EXERCISE:
In the entries below, find each line with the string "restaurant" and copy it.

TASK DATA:
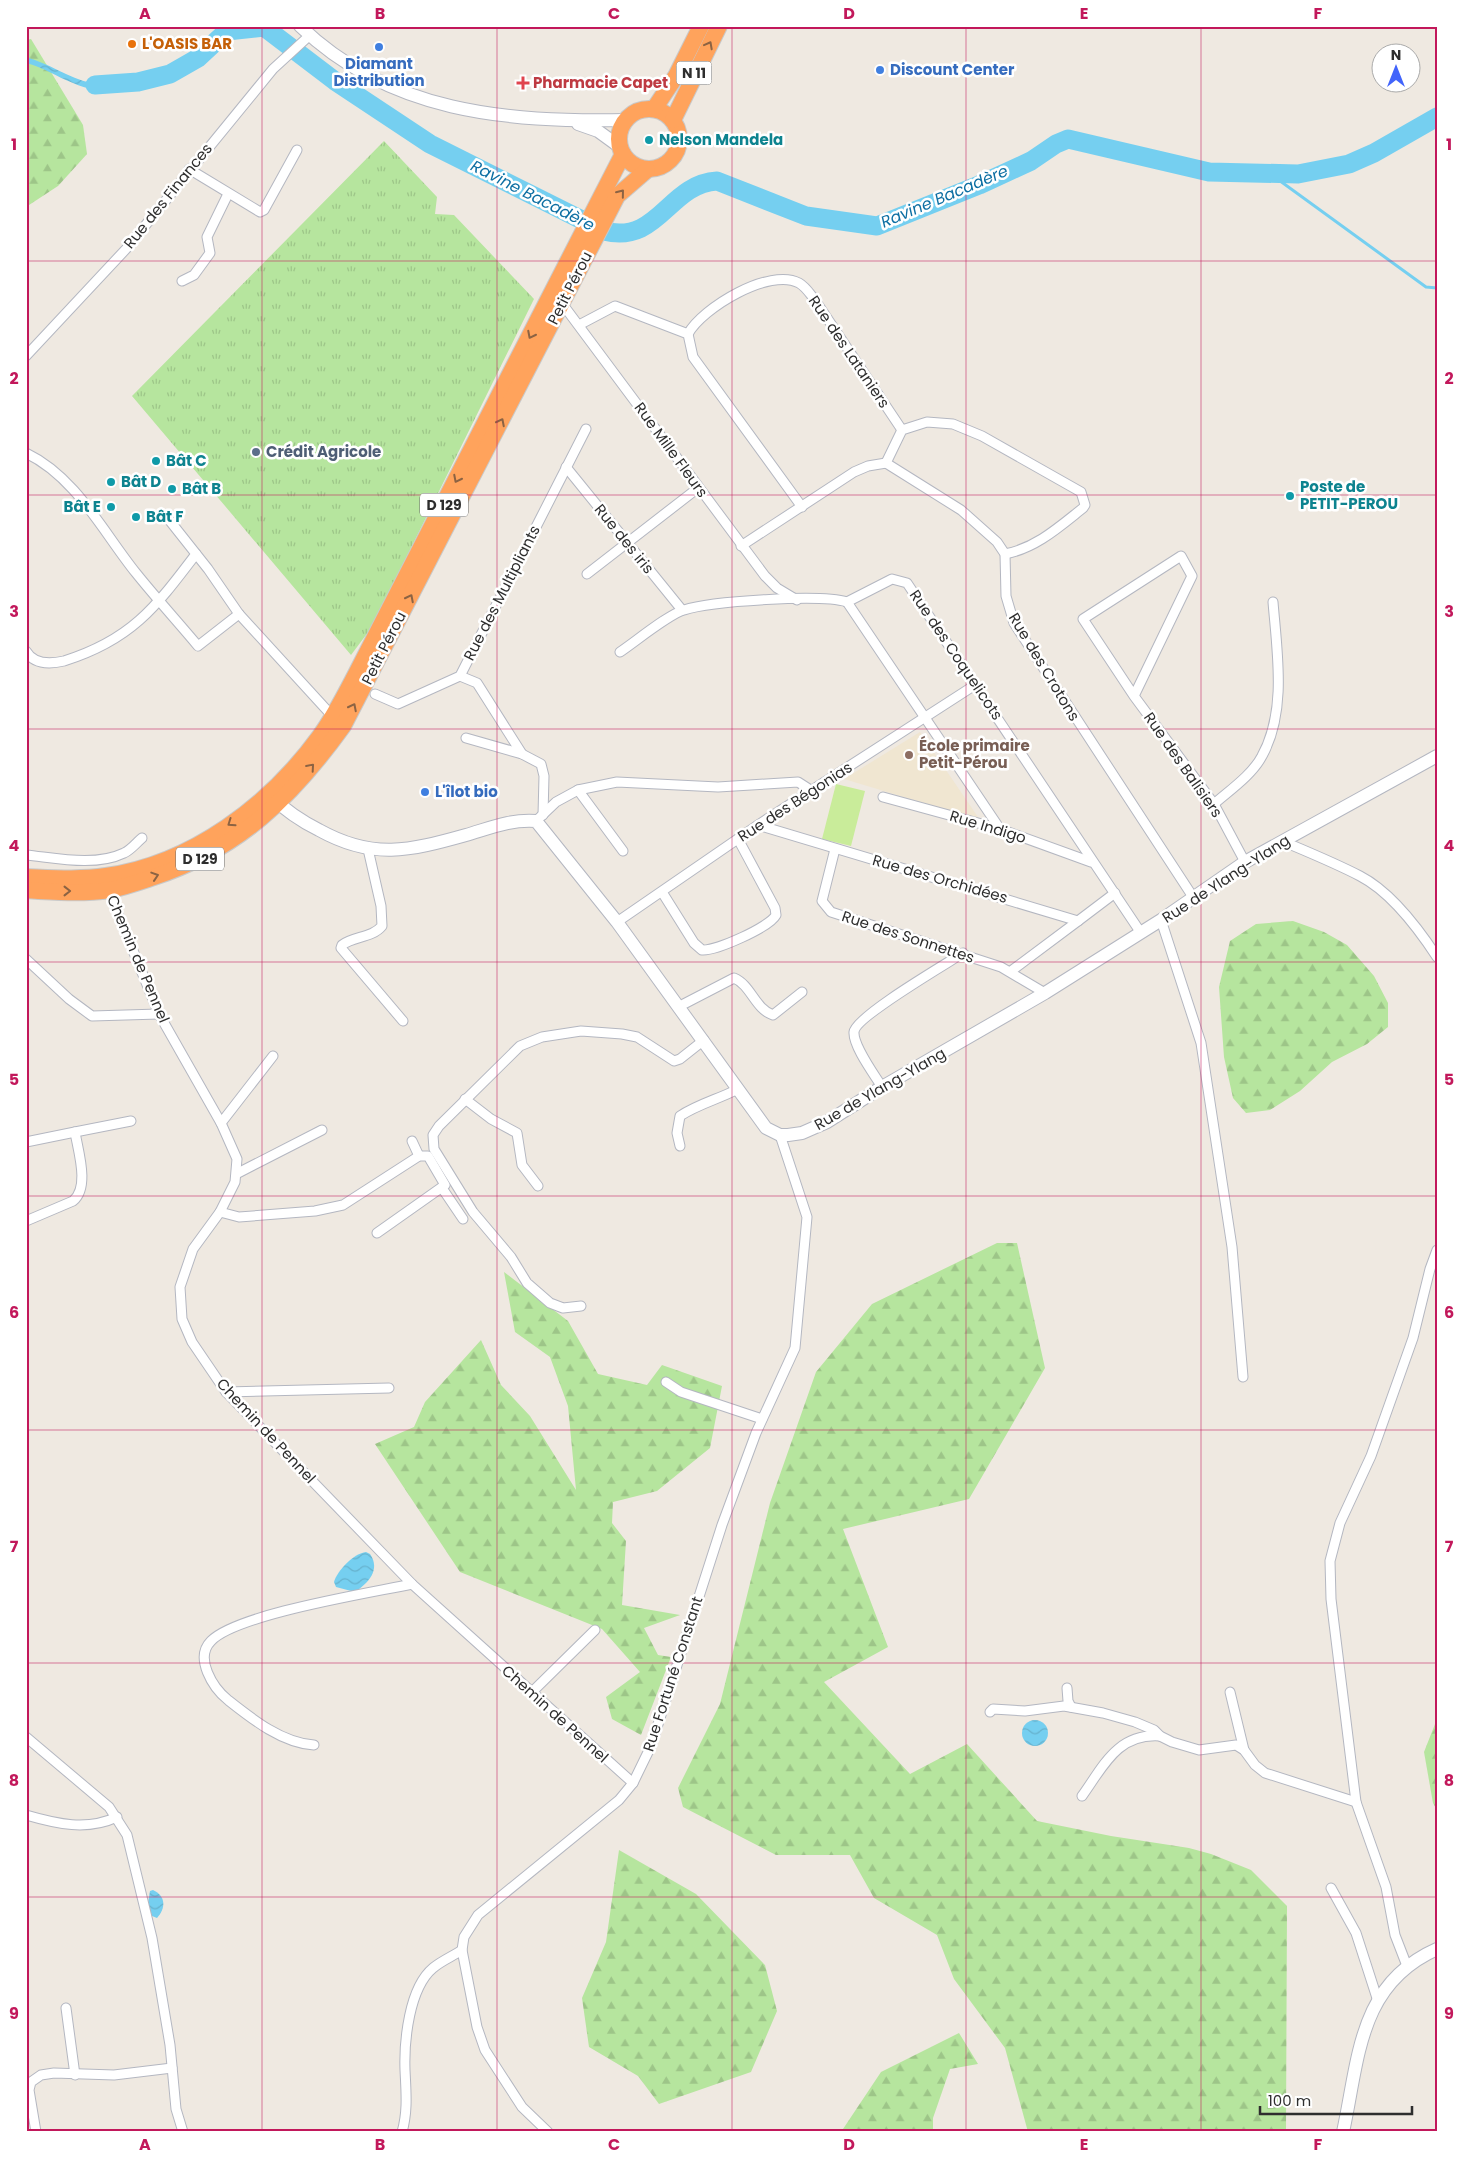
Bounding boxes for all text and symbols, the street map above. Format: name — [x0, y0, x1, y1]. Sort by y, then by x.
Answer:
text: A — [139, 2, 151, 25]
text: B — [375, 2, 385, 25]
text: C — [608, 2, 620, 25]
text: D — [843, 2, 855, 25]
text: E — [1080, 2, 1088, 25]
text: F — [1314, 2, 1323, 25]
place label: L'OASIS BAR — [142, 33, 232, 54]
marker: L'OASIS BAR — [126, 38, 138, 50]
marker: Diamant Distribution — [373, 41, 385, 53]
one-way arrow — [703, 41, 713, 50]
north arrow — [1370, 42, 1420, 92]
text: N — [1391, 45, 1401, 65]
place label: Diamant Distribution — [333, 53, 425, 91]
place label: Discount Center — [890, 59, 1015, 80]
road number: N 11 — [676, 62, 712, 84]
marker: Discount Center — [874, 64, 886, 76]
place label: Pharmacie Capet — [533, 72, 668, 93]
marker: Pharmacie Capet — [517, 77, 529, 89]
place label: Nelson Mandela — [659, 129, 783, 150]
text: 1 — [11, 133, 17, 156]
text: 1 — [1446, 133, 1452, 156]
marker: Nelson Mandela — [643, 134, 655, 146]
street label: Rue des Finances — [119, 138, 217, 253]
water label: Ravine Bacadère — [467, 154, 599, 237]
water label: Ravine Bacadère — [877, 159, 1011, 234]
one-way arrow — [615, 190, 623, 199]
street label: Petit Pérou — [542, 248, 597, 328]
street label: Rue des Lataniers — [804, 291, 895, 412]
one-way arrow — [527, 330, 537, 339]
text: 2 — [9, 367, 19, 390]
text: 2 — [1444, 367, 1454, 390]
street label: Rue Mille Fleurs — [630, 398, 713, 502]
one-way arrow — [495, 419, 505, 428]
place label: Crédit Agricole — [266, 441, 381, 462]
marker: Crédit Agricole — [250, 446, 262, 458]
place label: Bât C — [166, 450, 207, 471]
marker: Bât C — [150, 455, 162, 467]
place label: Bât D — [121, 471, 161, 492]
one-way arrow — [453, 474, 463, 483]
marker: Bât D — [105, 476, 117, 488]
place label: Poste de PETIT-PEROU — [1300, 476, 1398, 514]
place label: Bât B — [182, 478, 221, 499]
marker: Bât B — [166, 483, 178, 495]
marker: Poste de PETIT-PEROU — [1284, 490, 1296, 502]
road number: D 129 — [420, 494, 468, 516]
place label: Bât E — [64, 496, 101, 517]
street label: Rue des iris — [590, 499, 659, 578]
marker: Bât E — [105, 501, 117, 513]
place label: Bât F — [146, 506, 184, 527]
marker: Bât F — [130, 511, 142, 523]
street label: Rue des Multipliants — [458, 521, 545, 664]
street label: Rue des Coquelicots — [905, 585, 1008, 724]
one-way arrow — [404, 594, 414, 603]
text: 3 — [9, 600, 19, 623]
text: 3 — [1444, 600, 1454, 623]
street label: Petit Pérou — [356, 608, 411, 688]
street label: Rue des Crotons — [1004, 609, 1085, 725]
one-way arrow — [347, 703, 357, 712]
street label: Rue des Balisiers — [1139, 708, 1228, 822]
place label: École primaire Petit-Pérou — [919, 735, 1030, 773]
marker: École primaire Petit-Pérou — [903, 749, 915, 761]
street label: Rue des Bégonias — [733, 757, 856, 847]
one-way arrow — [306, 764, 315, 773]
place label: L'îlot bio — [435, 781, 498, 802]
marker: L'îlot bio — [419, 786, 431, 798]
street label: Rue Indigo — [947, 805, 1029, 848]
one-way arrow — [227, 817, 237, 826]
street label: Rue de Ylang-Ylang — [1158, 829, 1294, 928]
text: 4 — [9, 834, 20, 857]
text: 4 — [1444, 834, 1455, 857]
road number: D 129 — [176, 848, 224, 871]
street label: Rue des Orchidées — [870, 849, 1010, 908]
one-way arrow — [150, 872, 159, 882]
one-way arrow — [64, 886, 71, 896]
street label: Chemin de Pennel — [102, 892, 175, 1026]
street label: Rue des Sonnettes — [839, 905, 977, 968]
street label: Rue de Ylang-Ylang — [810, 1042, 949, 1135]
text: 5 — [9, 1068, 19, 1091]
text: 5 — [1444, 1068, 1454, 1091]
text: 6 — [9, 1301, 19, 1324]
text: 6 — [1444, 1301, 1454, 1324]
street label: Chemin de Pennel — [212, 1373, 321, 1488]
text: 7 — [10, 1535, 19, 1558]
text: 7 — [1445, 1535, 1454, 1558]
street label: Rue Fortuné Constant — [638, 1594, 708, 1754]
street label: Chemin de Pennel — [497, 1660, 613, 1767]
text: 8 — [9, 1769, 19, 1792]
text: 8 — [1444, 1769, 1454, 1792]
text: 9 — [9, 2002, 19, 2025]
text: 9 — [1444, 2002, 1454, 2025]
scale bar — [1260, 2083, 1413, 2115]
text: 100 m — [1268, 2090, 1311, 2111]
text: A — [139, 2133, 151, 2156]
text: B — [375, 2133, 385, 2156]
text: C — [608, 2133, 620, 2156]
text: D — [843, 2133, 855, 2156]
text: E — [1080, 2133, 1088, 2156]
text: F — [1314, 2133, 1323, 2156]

* * *

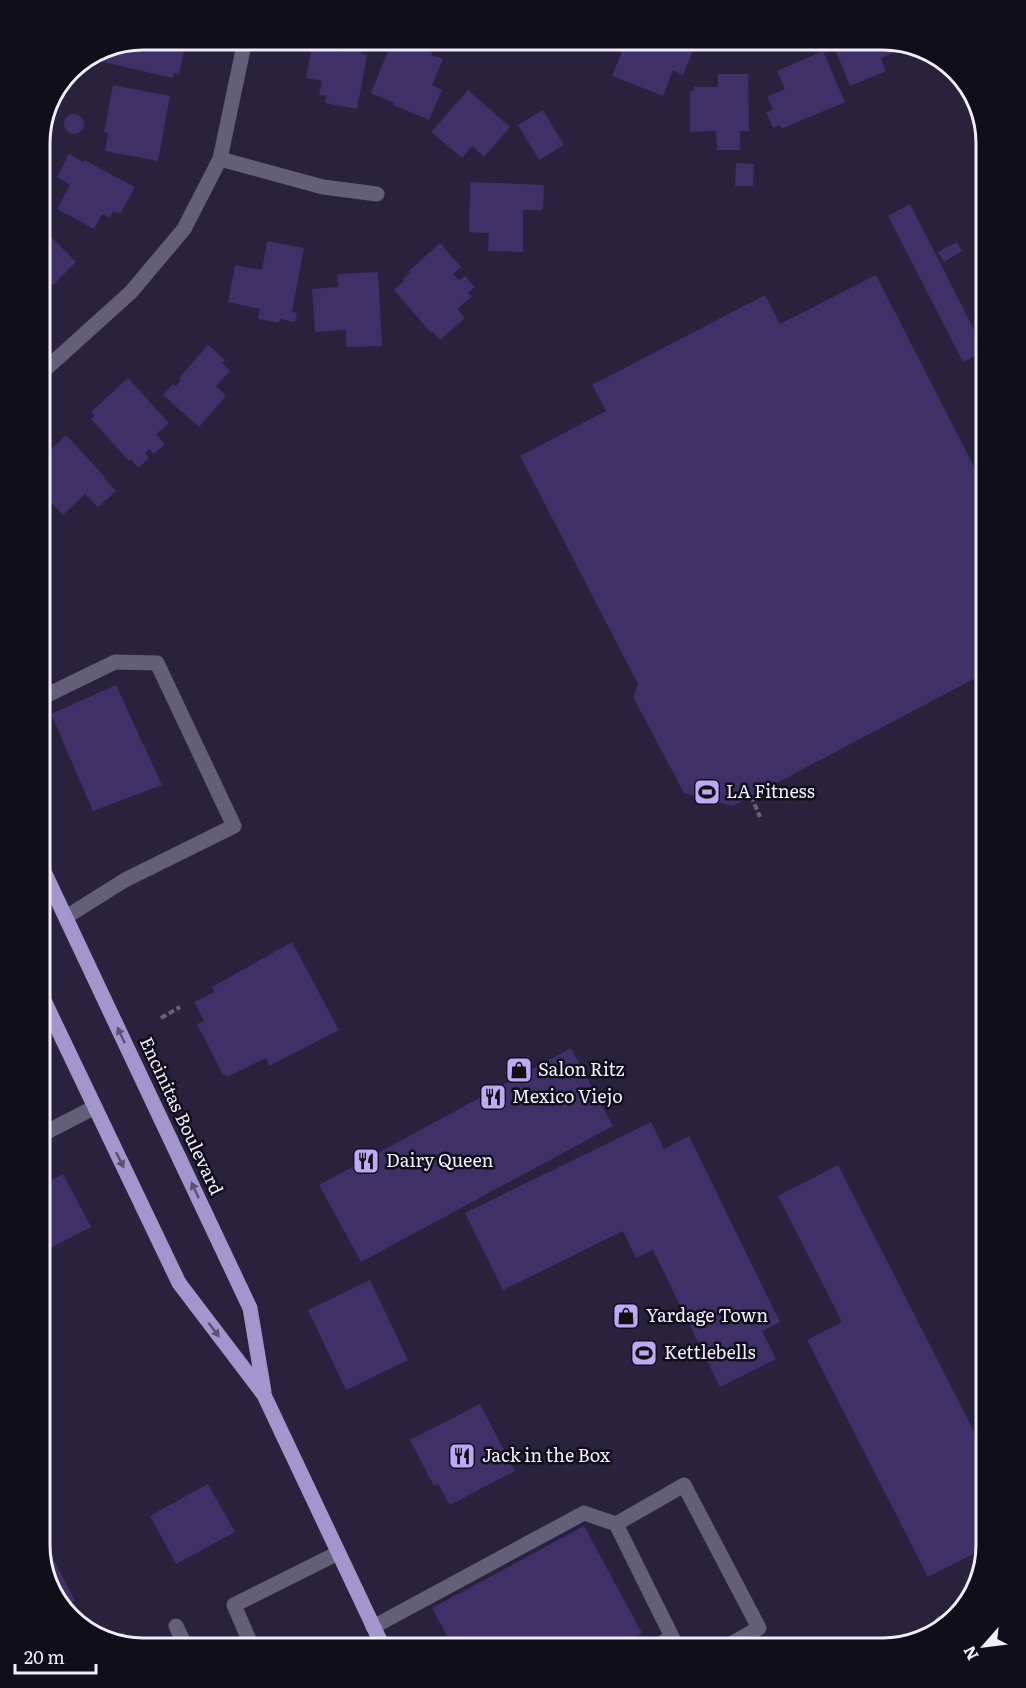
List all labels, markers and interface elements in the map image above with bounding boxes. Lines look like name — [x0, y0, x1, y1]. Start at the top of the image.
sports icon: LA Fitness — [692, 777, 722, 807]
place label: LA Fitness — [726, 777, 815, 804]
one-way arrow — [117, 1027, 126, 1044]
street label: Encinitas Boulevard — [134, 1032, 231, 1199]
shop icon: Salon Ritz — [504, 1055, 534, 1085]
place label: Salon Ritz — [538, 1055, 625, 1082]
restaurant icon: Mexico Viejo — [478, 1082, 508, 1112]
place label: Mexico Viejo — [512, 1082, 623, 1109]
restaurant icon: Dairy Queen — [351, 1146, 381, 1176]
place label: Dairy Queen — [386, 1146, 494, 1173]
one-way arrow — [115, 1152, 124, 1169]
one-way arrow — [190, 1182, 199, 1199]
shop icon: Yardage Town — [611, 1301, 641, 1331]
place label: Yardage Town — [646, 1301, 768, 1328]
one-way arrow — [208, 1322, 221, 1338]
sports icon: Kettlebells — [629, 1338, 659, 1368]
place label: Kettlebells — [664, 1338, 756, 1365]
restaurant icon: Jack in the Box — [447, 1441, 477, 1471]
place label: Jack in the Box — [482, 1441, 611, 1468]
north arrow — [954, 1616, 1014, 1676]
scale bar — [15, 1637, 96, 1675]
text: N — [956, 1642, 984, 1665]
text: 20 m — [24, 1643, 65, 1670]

SOLVED EXERCISE:
restaurant icon: Mexico Viejo — [478, 1082, 508, 1112]
restaurant icon: Dairy Queen — [351, 1146, 381, 1176]
restaurant icon: Jack in the Box — [447, 1441, 477, 1471]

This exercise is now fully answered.